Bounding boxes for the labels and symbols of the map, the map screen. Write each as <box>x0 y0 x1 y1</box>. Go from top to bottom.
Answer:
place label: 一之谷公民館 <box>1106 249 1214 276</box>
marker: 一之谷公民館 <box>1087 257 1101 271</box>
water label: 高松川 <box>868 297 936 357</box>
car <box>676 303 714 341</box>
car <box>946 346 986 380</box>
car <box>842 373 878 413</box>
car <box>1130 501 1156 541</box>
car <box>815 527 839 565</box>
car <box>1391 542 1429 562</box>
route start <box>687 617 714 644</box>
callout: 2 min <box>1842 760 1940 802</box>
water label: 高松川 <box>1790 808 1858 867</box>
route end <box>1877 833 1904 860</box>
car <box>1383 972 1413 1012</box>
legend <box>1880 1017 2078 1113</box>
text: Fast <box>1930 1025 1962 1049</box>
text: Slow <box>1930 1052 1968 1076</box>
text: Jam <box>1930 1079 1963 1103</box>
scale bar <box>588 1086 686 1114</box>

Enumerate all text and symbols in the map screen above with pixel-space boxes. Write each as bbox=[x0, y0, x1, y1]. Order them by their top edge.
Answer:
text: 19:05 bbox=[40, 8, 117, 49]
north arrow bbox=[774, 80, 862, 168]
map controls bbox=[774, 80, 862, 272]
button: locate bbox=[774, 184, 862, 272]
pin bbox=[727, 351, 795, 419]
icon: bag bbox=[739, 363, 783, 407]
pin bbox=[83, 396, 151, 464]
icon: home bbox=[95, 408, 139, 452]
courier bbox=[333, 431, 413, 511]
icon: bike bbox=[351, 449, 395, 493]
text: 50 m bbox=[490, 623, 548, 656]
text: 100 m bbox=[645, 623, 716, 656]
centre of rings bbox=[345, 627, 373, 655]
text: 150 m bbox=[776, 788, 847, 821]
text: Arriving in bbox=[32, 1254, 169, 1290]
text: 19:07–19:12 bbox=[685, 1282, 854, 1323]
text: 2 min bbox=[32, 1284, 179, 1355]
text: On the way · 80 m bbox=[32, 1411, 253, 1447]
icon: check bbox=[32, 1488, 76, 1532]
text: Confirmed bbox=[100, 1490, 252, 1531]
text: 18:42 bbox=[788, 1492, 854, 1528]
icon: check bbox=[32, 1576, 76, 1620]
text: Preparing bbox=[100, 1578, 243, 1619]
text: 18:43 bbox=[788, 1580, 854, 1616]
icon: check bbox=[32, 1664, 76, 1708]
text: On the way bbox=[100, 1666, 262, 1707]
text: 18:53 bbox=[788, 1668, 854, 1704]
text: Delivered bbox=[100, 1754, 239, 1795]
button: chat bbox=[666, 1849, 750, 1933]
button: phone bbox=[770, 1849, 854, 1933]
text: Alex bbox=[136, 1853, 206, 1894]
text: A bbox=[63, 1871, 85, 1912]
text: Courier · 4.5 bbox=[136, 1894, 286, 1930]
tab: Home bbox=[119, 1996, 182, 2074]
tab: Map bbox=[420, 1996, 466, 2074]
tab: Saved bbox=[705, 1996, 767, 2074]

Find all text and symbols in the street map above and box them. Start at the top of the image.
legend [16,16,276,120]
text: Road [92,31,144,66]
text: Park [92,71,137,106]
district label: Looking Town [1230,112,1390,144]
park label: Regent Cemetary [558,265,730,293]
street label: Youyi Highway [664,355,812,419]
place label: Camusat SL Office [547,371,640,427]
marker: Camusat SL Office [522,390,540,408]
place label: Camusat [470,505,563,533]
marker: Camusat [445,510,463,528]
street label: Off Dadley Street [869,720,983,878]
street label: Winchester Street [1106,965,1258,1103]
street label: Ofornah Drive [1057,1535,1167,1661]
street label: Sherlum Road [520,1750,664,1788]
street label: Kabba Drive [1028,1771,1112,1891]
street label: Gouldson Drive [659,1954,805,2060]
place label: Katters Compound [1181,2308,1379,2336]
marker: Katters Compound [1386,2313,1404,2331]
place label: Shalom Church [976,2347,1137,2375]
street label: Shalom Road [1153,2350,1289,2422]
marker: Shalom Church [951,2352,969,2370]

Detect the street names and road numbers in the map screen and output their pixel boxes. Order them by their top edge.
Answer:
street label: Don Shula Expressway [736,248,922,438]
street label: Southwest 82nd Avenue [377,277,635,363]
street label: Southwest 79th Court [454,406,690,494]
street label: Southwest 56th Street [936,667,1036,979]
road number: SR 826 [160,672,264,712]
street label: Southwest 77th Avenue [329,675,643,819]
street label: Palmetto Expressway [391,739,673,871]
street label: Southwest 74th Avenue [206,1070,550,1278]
-- -- --
Work request →
Begin with the first line of the data above and, please, print each line exactly until you have printed the line containing "Enumerate all text"; print nothing else.

Result of the task →
Bounding boxes for the labels and symbols of the map, the map screen. Write each as <box>x0 y0 x1 y1</box>. Go from top to bottom.
Answer:
place label: 一之谷公民館 <box>1106 249 1214 276</box>
marker: 一之谷公民館 <box>1087 257 1101 271</box>
water label: 高松川 <box>868 297 936 357</box>
car <box>676 303 714 341</box>
car <box>946 346 986 380</box>
car <box>842 373 878 413</box>
car <box>1130 501 1156 541</box>
car <box>815 527 839 565</box>
car <box>1391 542 1429 562</box>
route start <box>687 617 714 644</box>
callout: 2 min <box>1842 760 1940 802</box>
water label: 高松川 <box>1790 808 1858 867</box>
route end <box>1877 833 1904 860</box>
car <box>1383 972 1413 1012</box>
legend <box>1880 1017 2078 1113</box>
text: Fast <box>1930 1025 1962 1049</box>
text: Slow <box>1930 1052 1968 1076</box>
text: Jam <box>1930 1079 1963 1103</box>
scale bar <box>588 1086 686 1114</box>

Enumerate all text and symbols in the map screen above with pixel-space boxes. Write each as bbox=[x0, y0, x1, y1]. Order them by their top edge.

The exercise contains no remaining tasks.